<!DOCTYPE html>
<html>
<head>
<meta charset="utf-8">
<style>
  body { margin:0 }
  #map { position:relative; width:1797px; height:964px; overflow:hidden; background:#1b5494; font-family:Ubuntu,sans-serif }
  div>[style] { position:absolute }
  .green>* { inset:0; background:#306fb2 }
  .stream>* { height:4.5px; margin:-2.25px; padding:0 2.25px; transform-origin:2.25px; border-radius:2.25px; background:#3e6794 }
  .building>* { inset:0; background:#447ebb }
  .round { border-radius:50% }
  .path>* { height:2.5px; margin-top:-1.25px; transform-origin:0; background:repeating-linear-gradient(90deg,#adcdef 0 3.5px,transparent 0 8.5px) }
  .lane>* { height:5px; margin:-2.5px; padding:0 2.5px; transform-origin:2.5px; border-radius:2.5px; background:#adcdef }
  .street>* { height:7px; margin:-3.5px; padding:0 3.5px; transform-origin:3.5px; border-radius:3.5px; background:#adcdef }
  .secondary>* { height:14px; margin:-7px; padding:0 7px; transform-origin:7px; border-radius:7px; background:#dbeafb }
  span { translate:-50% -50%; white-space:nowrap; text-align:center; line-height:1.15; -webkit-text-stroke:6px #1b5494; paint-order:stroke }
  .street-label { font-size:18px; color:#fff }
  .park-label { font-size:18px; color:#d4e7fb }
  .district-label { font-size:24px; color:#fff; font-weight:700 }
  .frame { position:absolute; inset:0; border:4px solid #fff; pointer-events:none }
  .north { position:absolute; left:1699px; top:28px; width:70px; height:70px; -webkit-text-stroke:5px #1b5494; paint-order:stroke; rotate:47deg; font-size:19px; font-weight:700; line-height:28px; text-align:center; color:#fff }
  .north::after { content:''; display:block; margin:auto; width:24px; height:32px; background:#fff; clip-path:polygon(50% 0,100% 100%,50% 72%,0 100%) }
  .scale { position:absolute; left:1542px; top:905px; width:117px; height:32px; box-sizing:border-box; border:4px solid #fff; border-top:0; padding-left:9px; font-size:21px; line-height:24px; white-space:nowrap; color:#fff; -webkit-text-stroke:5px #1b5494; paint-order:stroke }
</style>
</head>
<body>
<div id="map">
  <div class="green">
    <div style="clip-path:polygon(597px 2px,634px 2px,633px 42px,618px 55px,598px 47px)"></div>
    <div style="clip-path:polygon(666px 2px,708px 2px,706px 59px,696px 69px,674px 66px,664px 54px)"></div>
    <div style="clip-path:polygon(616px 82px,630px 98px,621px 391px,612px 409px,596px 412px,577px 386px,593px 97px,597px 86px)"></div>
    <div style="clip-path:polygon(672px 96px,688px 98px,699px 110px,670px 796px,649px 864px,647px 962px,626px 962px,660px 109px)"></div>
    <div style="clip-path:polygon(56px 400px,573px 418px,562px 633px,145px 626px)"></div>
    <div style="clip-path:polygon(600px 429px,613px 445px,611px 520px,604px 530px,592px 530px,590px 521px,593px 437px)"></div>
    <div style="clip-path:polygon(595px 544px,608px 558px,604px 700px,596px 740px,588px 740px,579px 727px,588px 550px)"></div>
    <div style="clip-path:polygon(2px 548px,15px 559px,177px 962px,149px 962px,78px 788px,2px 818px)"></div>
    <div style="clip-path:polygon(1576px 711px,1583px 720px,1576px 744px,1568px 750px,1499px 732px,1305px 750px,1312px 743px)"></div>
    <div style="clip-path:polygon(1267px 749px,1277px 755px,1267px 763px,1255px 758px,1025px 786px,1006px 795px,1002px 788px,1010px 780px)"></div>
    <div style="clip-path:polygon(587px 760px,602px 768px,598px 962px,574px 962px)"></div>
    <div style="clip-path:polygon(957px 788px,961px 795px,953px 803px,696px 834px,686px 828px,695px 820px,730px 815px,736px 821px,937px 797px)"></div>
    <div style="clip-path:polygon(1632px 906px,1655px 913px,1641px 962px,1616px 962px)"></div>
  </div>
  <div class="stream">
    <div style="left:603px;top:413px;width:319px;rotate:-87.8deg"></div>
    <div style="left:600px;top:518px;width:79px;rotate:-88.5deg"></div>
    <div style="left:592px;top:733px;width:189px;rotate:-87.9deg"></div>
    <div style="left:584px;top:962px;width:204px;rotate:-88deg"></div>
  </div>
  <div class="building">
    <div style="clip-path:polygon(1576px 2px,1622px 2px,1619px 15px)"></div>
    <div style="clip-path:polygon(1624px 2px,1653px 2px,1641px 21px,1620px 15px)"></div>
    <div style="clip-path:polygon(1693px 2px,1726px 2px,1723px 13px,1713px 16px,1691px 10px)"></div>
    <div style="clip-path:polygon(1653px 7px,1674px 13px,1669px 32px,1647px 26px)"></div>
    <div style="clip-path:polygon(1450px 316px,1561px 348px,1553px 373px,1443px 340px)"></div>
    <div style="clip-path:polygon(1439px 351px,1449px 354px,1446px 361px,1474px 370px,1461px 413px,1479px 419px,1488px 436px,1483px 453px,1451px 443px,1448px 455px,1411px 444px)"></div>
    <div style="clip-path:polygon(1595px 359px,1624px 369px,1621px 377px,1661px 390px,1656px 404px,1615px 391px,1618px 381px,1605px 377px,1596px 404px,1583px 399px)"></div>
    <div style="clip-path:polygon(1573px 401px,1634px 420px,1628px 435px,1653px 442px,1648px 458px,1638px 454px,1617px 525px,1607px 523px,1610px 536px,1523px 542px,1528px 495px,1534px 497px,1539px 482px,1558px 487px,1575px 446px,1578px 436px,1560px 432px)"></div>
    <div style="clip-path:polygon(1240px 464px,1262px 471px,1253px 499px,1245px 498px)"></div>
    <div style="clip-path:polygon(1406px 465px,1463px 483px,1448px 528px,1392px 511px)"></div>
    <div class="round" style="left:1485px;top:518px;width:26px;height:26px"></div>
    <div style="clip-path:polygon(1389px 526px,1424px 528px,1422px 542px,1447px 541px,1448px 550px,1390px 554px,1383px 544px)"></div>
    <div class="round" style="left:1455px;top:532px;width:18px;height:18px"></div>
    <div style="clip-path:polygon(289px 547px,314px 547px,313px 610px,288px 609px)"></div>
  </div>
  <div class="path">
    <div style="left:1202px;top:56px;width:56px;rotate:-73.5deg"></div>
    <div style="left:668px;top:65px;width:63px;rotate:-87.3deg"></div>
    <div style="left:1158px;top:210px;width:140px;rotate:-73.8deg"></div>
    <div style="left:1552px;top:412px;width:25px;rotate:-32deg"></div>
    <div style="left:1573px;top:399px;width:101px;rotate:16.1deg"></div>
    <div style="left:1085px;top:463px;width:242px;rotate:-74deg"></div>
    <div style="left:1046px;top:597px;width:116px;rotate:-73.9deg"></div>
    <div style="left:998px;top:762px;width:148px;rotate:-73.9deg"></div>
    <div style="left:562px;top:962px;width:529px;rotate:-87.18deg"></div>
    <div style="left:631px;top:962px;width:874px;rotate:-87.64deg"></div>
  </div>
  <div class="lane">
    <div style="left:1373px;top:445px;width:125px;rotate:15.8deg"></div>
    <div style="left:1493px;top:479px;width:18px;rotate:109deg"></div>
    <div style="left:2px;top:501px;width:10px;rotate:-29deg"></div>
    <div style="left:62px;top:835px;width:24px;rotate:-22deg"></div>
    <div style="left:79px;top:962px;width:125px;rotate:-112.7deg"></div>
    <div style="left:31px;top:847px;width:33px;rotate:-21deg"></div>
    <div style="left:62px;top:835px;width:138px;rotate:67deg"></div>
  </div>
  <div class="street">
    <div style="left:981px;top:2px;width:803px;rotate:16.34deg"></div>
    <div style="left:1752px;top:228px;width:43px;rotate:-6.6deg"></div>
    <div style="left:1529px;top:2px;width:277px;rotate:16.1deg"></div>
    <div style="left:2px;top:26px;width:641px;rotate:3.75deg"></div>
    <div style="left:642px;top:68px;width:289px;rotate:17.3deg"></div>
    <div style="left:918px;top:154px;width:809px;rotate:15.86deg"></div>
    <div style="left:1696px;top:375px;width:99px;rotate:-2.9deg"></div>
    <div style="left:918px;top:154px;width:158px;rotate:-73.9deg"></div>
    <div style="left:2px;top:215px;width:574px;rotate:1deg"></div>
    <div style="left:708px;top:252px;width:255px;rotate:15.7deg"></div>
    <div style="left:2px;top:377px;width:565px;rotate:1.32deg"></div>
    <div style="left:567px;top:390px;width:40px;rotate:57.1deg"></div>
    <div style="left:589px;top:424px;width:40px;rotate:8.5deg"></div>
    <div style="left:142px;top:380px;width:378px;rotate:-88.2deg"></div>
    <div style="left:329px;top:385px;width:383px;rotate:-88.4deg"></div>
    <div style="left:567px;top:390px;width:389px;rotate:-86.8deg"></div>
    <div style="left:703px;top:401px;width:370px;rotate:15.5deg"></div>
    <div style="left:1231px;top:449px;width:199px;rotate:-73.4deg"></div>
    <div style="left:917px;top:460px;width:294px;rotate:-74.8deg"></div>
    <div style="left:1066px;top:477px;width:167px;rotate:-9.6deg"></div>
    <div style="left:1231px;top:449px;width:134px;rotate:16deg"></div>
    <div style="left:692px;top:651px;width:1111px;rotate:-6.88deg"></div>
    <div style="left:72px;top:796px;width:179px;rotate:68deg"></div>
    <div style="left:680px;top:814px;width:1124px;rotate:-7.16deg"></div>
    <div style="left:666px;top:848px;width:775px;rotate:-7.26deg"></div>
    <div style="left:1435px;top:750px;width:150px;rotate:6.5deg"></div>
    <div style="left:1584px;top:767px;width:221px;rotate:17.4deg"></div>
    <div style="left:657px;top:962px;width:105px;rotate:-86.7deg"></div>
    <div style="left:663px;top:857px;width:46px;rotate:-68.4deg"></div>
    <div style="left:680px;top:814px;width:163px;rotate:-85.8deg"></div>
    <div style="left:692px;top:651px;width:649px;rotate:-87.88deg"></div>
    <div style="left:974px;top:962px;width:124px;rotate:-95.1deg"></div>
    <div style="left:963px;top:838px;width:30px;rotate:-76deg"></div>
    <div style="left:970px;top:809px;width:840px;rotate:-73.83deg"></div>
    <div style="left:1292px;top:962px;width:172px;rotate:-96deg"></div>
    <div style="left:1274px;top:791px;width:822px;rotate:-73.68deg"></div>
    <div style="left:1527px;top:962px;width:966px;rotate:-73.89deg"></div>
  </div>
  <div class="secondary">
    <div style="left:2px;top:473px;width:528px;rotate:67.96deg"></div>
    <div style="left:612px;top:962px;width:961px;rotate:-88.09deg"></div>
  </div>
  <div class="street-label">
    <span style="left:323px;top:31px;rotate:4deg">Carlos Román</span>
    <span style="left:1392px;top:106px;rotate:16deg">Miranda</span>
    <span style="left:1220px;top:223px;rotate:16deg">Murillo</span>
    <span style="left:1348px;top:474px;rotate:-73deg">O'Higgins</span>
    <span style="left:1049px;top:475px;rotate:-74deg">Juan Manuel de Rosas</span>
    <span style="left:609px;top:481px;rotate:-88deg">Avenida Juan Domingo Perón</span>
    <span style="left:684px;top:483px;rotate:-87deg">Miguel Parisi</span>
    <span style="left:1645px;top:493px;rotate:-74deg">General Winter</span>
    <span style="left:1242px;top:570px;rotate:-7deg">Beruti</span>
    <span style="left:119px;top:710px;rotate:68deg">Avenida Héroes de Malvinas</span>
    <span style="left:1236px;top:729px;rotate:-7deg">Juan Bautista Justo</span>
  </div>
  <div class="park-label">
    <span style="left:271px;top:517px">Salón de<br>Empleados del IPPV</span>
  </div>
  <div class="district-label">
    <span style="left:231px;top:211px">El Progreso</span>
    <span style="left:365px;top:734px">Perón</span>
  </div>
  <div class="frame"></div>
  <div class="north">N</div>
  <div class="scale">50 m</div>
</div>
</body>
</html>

________________

The lines from the start of the entries above through the line containing "height:2.5px; margin-top:-1.25px; transform-origin:0;" are the ones to return, please; copy them exactly and include both ends.

<!DOCTYPE html>
<html>
<head>
<meta charset="utf-8">
<style>
  body { margin:0 }
  #map { position:relative; width:1797px; height:964px; overflow:hidden; background:#1b5494; font-family:Ubuntu,sans-serif }
  div>[style] { position:absolute }
  .green>* { inset:0; background:#306fb2 }
  .stream>* { height:4.5px; margin:-2.25px; padding:0 2.25px; transform-origin:2.25px; border-radius:2.25px; background:#3e6794 }
  .building>* { inset:0; background:#447ebb }
  .round { border-radius:50% }
  .path>* { height:2.5px; margin-top:-1.25px; transform-origin:0; background:repeating-linear-gradient(90deg,#adcdef 0 3.5px,transparent 0 8.5px) }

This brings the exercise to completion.